── STORED DATA

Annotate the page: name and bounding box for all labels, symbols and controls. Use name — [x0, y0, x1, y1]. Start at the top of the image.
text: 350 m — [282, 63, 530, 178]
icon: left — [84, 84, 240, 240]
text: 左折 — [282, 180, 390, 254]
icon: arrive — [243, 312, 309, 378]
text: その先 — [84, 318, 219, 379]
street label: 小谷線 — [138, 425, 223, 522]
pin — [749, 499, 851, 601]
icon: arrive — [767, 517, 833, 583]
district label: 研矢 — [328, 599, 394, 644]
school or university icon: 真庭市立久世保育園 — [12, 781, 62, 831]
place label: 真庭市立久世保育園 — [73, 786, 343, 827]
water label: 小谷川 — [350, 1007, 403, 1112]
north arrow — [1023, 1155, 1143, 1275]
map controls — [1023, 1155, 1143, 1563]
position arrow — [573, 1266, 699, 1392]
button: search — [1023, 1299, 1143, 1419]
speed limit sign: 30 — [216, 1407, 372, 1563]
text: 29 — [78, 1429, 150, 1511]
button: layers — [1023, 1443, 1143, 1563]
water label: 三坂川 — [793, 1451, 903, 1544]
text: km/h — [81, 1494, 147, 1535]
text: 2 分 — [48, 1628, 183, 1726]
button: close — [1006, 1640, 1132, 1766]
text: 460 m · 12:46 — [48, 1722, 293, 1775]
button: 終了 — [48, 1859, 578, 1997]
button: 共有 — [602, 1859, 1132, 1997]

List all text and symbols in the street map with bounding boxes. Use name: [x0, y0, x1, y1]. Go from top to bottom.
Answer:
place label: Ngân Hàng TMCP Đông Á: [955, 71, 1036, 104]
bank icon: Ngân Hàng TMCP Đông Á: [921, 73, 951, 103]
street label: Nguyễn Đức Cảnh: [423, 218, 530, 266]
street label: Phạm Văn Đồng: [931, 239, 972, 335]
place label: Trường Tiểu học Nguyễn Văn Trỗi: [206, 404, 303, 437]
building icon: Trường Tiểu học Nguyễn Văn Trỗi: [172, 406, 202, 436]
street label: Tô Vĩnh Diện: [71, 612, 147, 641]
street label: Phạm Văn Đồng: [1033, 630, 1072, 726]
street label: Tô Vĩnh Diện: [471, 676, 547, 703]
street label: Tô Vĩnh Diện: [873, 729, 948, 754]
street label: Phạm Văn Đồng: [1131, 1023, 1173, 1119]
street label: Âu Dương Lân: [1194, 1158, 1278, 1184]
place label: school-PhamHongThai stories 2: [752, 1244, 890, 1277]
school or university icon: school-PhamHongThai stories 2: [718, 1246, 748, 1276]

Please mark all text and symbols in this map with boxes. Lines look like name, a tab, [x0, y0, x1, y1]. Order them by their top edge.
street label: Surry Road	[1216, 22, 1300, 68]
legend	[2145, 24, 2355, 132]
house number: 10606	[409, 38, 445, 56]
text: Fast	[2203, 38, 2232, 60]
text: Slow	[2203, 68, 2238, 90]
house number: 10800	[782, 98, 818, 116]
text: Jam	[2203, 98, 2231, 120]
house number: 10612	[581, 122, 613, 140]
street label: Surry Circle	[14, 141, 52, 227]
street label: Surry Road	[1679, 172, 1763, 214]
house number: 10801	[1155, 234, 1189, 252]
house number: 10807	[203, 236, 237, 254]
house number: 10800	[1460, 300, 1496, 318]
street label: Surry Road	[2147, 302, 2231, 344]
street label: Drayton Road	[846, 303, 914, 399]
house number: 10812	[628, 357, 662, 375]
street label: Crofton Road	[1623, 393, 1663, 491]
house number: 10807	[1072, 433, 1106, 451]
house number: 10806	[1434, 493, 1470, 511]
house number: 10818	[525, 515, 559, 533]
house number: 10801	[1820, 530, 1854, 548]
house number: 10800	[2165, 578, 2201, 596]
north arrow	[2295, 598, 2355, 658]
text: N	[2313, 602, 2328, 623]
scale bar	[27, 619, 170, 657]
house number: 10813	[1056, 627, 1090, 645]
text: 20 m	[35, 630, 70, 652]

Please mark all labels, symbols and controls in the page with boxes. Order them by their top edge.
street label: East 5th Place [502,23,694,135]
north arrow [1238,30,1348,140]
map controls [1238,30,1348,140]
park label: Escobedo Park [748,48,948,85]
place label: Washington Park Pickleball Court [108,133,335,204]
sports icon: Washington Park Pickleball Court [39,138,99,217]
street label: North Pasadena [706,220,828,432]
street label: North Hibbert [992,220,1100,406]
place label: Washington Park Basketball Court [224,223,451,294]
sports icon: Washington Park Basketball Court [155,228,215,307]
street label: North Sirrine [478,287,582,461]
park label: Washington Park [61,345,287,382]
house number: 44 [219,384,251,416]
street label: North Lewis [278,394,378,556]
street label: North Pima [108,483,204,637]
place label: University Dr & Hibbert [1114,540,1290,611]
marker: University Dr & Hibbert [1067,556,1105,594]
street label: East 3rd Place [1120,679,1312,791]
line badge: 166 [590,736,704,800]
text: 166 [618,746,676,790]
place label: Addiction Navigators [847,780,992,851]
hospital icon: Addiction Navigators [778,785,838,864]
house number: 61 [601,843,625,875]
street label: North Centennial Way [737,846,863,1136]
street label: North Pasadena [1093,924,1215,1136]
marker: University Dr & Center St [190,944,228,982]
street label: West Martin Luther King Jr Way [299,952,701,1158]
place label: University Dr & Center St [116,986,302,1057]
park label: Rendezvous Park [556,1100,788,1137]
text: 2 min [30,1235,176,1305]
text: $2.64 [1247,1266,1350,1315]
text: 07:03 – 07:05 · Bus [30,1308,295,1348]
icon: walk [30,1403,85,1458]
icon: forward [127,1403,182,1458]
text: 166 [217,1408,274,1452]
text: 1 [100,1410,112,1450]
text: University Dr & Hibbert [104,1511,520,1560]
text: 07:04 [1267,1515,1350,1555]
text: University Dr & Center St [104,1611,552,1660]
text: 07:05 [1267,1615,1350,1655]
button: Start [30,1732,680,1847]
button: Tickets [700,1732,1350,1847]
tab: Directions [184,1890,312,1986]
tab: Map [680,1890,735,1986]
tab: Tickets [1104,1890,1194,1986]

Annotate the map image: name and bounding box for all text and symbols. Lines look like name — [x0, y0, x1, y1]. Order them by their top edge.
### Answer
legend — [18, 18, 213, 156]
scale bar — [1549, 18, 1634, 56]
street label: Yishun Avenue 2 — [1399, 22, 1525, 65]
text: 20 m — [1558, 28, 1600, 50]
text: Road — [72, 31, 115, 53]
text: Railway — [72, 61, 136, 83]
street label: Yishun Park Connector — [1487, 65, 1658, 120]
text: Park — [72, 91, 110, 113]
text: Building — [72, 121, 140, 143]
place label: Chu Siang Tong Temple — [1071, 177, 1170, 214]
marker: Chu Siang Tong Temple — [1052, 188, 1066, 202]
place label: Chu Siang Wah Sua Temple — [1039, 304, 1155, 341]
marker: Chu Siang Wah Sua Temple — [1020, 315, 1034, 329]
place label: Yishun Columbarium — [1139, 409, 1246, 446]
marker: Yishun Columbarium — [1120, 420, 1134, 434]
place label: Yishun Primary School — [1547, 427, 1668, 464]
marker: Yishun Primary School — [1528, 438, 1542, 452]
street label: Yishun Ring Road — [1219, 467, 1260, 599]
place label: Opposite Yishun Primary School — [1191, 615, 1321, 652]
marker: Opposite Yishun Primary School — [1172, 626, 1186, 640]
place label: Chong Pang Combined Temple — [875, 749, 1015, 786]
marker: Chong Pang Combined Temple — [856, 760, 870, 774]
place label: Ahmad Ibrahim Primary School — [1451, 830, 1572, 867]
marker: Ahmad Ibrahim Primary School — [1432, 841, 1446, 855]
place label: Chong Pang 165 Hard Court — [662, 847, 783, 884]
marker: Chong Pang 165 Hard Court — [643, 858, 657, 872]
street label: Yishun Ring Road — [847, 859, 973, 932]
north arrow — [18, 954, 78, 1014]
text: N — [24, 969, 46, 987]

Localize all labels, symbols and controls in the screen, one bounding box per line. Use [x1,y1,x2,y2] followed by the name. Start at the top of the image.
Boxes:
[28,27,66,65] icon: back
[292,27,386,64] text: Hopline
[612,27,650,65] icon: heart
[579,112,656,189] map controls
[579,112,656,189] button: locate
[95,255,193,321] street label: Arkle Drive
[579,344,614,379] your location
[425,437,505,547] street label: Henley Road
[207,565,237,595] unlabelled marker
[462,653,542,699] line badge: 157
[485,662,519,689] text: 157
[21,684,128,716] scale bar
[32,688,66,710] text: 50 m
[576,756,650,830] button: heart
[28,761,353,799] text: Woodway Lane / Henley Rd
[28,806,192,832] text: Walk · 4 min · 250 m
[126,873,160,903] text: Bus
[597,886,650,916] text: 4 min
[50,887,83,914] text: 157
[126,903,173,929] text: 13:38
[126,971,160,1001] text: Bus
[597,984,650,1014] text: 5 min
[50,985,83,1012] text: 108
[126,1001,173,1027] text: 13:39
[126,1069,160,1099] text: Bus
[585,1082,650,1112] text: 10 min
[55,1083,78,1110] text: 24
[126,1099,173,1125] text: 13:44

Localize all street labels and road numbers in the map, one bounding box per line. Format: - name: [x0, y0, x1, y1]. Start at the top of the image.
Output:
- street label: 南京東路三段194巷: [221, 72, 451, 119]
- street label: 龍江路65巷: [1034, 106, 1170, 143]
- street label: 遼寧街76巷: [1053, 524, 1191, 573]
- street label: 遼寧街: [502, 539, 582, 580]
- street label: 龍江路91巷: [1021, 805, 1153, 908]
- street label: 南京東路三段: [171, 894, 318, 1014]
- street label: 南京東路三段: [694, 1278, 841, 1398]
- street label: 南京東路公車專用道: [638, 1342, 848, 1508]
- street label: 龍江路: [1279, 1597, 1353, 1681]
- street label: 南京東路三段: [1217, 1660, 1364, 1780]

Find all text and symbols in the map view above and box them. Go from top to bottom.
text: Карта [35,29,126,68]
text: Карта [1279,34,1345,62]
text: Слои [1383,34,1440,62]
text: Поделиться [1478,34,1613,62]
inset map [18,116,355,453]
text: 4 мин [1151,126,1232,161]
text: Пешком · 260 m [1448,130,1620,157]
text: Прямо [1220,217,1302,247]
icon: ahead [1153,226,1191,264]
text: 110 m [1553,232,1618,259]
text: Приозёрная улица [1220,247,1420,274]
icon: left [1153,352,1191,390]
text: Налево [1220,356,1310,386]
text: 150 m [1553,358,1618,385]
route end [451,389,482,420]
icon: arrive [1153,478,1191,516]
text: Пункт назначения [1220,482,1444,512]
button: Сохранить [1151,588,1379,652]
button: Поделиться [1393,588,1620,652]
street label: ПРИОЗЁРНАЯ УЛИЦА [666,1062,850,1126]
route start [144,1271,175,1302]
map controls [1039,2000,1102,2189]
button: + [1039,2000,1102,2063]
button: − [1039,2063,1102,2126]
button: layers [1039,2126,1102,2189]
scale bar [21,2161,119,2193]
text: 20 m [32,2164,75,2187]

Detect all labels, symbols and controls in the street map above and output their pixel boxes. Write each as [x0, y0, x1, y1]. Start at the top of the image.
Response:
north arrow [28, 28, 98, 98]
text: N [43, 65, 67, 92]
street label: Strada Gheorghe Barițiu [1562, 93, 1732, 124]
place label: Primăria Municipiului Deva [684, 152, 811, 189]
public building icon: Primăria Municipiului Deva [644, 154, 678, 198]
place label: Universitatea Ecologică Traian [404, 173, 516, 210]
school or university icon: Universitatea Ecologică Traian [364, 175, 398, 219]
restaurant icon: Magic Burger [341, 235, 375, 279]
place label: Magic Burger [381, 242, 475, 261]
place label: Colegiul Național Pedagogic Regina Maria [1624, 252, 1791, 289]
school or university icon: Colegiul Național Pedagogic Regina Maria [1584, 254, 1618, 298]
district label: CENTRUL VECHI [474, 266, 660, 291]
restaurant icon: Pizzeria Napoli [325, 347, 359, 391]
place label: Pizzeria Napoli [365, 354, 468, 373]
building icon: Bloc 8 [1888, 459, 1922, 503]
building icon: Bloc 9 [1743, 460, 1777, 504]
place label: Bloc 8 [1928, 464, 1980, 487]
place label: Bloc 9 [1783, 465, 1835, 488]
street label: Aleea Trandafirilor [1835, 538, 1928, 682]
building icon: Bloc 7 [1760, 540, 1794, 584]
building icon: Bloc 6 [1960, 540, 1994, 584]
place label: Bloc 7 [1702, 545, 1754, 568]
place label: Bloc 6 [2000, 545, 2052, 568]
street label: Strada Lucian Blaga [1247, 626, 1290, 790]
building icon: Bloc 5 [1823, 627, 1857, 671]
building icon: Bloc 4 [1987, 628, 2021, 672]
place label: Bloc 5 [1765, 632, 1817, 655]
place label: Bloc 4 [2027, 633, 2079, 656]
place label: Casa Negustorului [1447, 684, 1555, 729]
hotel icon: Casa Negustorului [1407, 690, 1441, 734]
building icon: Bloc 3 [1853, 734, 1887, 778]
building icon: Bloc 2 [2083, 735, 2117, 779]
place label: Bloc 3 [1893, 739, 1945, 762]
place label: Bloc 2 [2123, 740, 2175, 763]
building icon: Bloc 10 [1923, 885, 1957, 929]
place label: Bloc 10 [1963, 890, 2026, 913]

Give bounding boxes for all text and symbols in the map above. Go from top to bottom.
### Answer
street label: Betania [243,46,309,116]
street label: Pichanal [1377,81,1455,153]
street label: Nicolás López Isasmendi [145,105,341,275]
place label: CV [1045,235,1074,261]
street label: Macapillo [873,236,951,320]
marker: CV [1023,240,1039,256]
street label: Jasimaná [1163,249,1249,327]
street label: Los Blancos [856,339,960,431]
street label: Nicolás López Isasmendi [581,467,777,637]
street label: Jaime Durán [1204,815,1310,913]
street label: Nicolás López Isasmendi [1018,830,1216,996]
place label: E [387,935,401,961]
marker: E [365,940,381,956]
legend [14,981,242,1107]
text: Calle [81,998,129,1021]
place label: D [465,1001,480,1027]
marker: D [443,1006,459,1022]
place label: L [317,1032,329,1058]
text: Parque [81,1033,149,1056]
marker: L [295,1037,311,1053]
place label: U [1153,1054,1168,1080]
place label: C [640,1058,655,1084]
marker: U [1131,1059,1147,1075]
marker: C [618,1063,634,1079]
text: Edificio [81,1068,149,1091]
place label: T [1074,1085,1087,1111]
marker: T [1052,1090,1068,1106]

────

#### TO DO:
Take the word "Pang" and find each line of the material that contains it. Copy those lines.

#### SOLVED PROBLEM:
place label: Chong Pang Combined Temple — [875, 749, 1015, 786]
marker: Chong Pang Combined Temple — [856, 760, 870, 774]
place label: Chong Pang 165 Hard Court — [662, 847, 783, 884]
marker: Chong Pang 165 Hard Court — [643, 858, 657, 872]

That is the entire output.